Dynamic (changing) IPv6 prefix delegation

Joel Maslak jmaslak at antelope.net
Tue Nov 22 09:38:33 CST 2011

On Nov 22, 2011, at 8:05 AM, Ray Soucy <rps at maine.edu> wrote:

> As long as a static allocation can be billed as a premium service,
> most providers will unfortunately do it.

Exactly.  ISPs are in business to make as much money as they can - go figure.

For myself, having a static IP is the least of my concerns - even on my inside network.  Everything I have (printers, media boxes, etc) does some sort of lookup protocol so I have no problem connecting (and thus they get assigned dynamic addresses by my router).

I'm personally much more concerned about other things:

1) Not having IPv6 at all.  I expect to get it on my DSL in about 10 years or so when the equipment my line on is old enough to be replaced under a 15 or 20 year replacement cycle.

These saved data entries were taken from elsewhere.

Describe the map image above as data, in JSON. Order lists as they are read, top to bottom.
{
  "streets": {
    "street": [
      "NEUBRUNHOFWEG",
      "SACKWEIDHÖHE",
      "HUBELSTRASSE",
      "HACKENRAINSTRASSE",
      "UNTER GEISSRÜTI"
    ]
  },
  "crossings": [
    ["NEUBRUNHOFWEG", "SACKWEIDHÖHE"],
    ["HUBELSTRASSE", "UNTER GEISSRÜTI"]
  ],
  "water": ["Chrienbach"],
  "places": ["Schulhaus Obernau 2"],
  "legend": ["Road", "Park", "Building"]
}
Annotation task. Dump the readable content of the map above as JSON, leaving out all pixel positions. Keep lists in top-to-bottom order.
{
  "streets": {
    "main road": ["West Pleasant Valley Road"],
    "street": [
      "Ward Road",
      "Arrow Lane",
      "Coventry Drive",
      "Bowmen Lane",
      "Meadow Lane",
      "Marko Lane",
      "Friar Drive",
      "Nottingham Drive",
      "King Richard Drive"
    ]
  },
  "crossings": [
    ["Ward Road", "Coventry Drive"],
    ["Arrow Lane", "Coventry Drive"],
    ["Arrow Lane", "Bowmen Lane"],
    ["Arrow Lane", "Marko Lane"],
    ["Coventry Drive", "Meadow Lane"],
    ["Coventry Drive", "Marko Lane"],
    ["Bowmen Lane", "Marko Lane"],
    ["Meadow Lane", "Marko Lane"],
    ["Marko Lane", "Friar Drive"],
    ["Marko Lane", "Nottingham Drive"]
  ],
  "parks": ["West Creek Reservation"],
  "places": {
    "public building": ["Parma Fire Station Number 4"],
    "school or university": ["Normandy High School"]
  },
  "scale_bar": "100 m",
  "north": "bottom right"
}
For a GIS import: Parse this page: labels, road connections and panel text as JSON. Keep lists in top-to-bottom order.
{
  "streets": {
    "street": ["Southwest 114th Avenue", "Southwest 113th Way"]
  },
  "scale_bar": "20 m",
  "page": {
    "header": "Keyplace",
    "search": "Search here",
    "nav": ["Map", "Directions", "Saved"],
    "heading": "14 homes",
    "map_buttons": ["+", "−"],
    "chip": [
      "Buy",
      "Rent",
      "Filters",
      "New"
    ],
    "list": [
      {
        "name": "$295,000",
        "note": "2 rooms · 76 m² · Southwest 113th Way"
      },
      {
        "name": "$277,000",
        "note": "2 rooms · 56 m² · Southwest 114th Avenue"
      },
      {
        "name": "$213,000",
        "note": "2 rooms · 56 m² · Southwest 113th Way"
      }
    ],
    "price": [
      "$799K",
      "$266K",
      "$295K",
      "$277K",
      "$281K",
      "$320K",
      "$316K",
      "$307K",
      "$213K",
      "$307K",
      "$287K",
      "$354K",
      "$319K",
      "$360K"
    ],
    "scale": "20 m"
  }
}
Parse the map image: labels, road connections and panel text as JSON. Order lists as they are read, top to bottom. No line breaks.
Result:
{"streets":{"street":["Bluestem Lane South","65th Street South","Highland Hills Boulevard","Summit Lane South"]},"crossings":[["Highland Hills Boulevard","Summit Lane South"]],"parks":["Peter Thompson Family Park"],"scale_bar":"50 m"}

2) Bandwidth caps probably affect people a lot more than changing IPs.  I don't have one on my landline, but I expect to get it when the DSL aggregation devices are replaced (I suspect I don't have it now because the equipment doesn't do it well).

3) If you write an application using anything other than UDP or TCP, it won't work on most networks (with some minor exceptions for PPTP and IPSEC, which work sometimes).

4) What would happen if someone wrote a popular app that used IP options?  I don't want to know that answer even though I already know it.  "Break the internet" is about how I'd phrase it.

5) I have a server in a datacenter that provides IPv6.  They even assign me a /48.  They assigned the /48 to my subnet.  I guess they thought I'd run out of addresses in a /64 and heard that you are supposed to assign /48's.  The only problem is that a subnet /48 means I can't route /64s elsewhere, nor does autoconfiguration work (maybe that is a feature?).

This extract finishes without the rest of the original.